PROBLEM STATEMENT:
Make an exact copy of every entry.

RECORDS SHOWN:
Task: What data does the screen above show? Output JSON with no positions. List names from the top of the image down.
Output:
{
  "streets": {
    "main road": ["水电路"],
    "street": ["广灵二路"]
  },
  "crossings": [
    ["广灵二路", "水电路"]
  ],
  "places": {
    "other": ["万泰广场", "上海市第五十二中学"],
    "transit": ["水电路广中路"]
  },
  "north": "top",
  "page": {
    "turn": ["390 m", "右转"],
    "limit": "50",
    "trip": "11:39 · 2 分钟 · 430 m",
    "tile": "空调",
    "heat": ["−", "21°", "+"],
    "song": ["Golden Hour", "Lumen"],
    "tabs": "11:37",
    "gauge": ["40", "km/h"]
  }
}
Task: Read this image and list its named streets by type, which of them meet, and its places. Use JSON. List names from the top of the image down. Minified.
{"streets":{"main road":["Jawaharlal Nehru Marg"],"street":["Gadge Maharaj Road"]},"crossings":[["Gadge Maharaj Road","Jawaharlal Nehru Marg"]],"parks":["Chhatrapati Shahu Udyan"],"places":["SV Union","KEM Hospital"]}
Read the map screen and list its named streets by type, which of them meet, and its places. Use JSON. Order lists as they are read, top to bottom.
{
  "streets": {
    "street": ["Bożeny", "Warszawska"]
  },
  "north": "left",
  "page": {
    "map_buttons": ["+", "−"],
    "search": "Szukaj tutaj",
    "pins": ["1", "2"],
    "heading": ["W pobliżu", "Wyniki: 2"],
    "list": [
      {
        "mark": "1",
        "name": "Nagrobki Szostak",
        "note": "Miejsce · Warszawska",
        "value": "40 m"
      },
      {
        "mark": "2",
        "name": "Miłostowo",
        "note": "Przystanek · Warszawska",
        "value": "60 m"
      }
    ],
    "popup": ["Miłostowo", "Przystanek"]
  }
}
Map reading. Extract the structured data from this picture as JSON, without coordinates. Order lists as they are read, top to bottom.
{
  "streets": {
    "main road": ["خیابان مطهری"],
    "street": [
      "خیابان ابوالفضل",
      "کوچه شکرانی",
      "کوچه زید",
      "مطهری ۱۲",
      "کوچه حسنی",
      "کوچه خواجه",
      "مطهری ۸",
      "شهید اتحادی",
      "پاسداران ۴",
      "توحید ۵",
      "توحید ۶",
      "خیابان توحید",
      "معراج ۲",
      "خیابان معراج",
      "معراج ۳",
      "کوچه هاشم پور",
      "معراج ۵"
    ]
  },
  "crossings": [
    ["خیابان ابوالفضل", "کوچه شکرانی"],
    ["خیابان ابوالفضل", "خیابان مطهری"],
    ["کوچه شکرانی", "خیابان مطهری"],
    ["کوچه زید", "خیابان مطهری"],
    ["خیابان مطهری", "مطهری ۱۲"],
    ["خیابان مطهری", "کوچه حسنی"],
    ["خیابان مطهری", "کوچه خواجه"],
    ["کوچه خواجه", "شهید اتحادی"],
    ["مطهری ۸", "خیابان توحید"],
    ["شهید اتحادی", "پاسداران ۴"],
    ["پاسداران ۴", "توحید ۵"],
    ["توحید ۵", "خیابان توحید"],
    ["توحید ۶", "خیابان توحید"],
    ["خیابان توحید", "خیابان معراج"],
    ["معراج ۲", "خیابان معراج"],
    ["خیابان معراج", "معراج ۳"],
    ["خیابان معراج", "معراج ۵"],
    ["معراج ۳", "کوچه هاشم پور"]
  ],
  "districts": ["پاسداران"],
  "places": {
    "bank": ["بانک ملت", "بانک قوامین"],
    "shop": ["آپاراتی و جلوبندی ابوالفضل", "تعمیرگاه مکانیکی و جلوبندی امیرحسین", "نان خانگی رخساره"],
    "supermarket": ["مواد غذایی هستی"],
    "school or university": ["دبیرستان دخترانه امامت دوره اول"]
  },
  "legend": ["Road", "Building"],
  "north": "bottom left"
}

EXERCISE SOLUTION:
Task: What data does the screen above show? Output JSON with no positions. List names from the top of the image down.
Output:
{
  "streets": {
    "main road": ["水电路"],
    "street": ["广灵二路"]
  },
  "crossings": [
    ["广灵二路", "水电路"]
  ],
  "places": {
    "other": ["万泰广场", "上海市第五十二中学"],
    "transit": ["水电路广中路"]
  },
  "north": "top",
  "page": {
    "turn": ["390 m", "右转"],
    "limit": "50",
    "trip": "11:39 · 2 分钟 · 430 m",
    "tile": "空调",
    "heat": ["−", "21°", "+"],
    "song": ["Golden Hour", "Lumen"],
    "tabs": "11:37",
    "gauge": ["40", "km/h"]
  }
}
Task: Read this image and list its named streets by type, which of them meet, and its places. Use JSON. List names from the top of the image down. Minified.
{"streets":{"main road":["Jawaharlal Nehru Marg"],"street":["Gadge Maharaj Road"]},"crossings":[["Gadge Maharaj Road","Jawaharlal Nehru Marg"]],"parks":["Chhatrapati Shahu Udyan"],"places":["SV Union","KEM Hospital"]}
Read the map screen and list its named streets by type, which of them meet, and its places. Use JSON. Order lists as they are read, top to bottom.
{
  "streets": {
    "street": ["Bożeny", "Warszawska"]
  },
  "north": "left",
  "page": {
    "map_buttons": ["+", "−"],
    "search": "Szukaj tutaj",
    "pins": ["1", "2"],
    "heading": ["W pobliżu", "Wyniki: 2"],
    "list": [
      {
        "mark": "1",
        "name": "Nagrobki Szostak",
        "note": "Miejsce · Warszawska",
        "value": "40 m"
      },
      {
        "mark": "2",
        "name": "Miłostowo",
        "note": "Przystanek · Warszawska",
        "value": "60 m"
      }
    ],
    "popup": ["Miłostowo", "Przystanek"]
  }
}
Map reading. Extract the structured data from this picture as JSON, without coordinates. Order lists as they are read, top to bottom.
{
  "streets": {
    "main road": ["خیابان مطهری"],
    "street": [
      "خیابان ابوالفضل",
      "کوچه شکرانی",
      "کوچه زید",
      "مطهری ۱۲",
      "کوچه حسنی",
      "کوچه خواجه",
      "مطهری ۸",
      "شهید اتحادی",
      "پاسداران ۴",
      "توحید ۵",
      "توحید ۶",
      "خیابان توحید",
      "معراج ۲",
      "خیابان معراج",
      "معراج ۳",
      "کوچه هاشم پور",
      "معراج ۵"
    ]
  },
  "crossings": [
    ["خیابان ابوالفضل", "کوچه شکرانی"],
    ["خیابان ابوالفضل", "خیابان مطهری"],
    ["کوچه شکرانی", "خیابان مطهری"],
    ["کوچه زید", "خیابان مطهری"],
    ["خیابان مطهری", "مطهری ۱۲"],
    ["خیابان مطهری", "کوچه حسنی"],
    ["خیابان مطهری", "کوچه خواجه"],
    ["کوچه خواجه", "شهید اتحادی"],
    ["مطهری ۸", "خیابان توحید"],
    ["شهید اتحادی", "پاسداران ۴"],
    ["پاسداران ۴", "توحید ۵"],
    ["توحید ۵", "خیابان توحید"],
    ["توحید ۶", "خیابان توحید"],
    ["خیابان توحید", "خیابان معراج"],
    ["معراج ۲", "خیابان معراج"],
    ["خیابان معراج", "معراج ۳"],
    ["خیابان معراج", "معراج ۵"],
    ["معراج ۳", "کوچه هاشم پور"]
  ],
  "districts": ["پاسداران"],
  "places": {
    "bank": ["بانک ملت", "بانک قوامین"],
    "shop": ["آپاراتی و جلوبندی ابوالفضل", "تعمیرگاه مکانیکی و جلوبندی امیرحسین", "نان خانگی رخساره"],
    "supermarket": ["مواد غذایی هستی"],
    "school or university": ["دبیرستان دخترانه امامت دوره اول"]
  },
  "legend": ["Road", "Building"],
  "north": "bottom left"
}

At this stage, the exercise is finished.